── RAW DATA ──

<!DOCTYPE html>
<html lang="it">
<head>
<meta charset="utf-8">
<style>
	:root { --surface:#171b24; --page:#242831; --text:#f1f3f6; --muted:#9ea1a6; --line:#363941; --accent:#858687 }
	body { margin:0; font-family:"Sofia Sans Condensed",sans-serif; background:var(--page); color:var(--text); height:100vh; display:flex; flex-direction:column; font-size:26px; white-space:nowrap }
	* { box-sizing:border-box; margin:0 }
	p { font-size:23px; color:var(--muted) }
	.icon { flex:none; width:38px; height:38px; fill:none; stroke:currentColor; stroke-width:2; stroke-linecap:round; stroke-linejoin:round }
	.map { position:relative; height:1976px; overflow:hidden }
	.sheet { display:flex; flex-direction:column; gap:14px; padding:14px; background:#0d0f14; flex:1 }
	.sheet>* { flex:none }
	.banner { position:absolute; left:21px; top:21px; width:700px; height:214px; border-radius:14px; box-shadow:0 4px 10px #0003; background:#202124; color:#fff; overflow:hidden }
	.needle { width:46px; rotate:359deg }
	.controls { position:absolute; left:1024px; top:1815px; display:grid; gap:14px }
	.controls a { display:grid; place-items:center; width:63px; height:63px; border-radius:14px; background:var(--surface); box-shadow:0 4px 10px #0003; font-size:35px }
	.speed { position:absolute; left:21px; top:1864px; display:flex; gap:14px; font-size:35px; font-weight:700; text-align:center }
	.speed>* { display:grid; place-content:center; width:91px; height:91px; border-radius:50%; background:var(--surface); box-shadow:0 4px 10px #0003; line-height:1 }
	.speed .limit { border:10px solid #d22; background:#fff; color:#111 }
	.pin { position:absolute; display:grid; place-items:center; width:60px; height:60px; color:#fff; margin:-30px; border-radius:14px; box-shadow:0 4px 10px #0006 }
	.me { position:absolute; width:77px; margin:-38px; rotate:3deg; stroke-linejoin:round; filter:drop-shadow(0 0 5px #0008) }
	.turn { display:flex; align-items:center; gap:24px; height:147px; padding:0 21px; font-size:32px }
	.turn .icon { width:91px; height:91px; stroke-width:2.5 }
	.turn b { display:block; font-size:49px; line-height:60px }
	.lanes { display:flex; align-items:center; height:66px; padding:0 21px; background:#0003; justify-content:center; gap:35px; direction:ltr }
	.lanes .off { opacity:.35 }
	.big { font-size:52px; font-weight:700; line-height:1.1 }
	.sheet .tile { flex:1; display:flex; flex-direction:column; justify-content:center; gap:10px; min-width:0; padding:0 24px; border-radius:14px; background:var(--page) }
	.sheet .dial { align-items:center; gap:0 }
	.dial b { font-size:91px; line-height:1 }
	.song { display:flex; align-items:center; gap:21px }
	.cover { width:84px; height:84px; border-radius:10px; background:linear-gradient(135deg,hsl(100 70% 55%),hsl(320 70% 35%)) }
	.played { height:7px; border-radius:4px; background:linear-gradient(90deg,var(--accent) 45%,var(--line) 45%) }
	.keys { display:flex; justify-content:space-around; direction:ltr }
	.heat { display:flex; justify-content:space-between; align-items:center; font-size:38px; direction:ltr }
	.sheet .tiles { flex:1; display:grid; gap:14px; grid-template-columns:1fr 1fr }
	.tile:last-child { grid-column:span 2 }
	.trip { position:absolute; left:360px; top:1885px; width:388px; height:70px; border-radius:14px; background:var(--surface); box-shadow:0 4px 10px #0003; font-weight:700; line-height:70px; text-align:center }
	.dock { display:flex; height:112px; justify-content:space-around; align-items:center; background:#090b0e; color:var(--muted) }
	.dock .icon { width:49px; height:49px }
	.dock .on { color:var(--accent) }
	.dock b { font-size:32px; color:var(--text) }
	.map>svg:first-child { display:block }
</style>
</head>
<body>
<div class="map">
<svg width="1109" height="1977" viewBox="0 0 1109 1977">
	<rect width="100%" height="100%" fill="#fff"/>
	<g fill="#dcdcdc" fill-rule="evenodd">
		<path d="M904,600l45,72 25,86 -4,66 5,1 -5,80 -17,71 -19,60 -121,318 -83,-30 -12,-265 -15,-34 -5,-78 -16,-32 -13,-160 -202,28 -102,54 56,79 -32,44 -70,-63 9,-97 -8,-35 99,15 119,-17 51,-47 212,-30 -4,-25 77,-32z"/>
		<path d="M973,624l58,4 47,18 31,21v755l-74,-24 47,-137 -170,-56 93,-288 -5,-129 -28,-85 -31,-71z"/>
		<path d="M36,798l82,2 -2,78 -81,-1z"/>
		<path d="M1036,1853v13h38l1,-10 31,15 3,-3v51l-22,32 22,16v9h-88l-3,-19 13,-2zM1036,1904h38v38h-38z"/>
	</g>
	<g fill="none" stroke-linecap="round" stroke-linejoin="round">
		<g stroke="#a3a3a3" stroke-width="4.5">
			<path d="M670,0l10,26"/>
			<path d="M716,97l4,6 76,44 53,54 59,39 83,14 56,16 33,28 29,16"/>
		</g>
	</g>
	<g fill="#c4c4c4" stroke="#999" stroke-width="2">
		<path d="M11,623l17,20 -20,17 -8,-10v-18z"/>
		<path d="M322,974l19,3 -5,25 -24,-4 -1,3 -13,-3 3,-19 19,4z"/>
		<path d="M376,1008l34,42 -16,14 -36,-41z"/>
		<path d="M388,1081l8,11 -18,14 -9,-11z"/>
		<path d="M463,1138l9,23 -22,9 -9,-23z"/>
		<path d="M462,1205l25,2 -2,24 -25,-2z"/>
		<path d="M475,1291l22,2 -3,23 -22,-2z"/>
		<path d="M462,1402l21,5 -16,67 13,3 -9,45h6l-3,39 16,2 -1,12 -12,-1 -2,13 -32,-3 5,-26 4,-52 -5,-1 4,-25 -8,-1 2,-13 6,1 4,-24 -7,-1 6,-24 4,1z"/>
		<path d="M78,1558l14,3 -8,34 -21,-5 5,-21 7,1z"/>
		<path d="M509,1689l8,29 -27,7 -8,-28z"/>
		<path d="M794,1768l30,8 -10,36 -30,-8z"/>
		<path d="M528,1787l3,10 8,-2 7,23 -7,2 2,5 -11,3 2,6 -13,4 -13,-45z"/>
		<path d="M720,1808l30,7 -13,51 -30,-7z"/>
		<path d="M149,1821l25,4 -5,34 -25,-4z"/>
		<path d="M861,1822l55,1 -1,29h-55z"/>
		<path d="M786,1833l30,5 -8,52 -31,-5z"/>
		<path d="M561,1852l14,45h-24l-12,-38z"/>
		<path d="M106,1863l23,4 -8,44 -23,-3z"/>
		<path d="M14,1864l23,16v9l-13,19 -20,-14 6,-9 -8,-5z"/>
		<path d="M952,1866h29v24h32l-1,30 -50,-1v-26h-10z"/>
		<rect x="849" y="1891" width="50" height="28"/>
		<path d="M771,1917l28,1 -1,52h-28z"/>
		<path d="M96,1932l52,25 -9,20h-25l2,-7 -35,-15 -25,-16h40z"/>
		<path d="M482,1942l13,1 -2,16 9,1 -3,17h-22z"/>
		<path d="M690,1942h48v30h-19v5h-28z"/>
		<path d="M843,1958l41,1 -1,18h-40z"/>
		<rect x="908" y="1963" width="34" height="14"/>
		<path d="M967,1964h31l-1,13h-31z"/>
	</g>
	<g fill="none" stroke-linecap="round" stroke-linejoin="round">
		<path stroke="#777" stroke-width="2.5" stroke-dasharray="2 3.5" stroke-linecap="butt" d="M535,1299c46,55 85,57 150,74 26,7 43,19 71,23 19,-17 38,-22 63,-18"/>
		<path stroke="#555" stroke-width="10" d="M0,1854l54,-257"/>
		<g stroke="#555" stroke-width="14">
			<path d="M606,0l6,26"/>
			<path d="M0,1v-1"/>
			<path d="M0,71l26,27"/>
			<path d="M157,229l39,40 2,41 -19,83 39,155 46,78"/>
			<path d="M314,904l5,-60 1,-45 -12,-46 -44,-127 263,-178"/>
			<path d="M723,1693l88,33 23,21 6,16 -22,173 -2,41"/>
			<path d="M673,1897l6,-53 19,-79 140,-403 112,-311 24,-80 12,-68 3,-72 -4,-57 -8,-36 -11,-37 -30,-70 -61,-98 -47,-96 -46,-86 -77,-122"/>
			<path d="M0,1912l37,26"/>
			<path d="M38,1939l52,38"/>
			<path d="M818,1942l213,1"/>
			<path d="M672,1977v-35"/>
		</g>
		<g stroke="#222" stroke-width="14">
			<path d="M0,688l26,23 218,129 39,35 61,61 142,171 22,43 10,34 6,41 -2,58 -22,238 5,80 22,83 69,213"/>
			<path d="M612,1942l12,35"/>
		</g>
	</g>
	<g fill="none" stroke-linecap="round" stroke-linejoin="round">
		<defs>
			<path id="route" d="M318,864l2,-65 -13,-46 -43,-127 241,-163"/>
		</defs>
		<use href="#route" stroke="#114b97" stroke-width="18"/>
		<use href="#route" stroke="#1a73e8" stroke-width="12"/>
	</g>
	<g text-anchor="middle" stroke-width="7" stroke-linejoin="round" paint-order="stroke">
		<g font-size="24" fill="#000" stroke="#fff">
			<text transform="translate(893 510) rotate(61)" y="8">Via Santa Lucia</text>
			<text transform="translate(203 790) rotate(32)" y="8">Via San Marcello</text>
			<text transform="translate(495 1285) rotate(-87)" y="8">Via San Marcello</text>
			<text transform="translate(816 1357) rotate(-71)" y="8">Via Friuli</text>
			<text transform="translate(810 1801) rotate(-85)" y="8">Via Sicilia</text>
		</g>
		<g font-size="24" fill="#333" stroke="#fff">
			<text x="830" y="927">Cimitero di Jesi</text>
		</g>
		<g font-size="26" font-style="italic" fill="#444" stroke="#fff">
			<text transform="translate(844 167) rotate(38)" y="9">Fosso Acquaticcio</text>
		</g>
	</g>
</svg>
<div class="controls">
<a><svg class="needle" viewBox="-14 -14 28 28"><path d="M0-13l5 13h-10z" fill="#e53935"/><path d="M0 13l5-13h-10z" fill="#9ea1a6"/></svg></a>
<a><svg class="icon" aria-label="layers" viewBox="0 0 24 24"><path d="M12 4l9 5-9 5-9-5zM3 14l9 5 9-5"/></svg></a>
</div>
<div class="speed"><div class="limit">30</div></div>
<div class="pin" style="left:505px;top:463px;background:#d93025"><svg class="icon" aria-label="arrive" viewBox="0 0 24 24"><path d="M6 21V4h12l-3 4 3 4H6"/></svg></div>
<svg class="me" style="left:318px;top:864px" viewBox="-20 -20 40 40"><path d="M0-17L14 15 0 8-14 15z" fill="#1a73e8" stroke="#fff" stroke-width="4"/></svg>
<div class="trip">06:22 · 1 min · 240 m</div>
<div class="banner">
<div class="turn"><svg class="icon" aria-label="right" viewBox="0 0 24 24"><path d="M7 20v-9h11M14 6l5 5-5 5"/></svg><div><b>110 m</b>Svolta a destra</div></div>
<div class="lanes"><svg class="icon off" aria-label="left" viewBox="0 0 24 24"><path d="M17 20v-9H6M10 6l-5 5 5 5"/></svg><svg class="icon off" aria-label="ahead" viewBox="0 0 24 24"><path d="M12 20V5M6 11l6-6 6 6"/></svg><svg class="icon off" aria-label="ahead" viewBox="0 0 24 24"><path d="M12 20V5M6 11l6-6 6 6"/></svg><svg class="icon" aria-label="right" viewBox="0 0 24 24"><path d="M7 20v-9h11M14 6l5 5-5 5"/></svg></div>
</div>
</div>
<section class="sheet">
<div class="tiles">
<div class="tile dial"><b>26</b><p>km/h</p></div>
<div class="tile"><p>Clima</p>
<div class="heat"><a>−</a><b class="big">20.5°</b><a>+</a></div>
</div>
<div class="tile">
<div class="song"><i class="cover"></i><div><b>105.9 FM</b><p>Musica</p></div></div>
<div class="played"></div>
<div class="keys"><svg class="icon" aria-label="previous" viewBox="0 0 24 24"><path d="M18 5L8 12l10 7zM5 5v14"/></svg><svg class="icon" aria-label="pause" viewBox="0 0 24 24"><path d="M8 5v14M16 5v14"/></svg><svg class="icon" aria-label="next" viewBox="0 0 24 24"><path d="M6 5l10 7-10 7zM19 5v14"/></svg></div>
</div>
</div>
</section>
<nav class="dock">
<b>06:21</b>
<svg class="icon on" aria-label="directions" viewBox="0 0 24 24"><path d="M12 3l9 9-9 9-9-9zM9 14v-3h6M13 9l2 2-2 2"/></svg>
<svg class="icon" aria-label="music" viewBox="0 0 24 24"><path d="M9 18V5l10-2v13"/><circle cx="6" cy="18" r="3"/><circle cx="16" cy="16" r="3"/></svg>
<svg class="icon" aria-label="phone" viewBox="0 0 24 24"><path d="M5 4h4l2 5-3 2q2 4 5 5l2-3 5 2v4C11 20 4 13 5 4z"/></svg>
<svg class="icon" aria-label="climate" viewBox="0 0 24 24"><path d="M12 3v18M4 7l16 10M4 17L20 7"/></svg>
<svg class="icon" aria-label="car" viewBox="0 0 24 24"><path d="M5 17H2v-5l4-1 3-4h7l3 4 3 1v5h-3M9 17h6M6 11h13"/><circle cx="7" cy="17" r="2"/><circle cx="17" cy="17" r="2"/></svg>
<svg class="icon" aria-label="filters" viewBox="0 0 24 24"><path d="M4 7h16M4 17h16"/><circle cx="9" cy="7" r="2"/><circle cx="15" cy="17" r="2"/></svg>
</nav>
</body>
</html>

───

All lines of the listing that contain the word "heat" should be copied out.

■ **THE ANSWER**:
	.heat { display:flex; justify-content:space-between; align-items:center; font-size:38px; direction:ltr }
<div class="heat"><a>−</a><b class="big">20.5°</b><a>+</a></div>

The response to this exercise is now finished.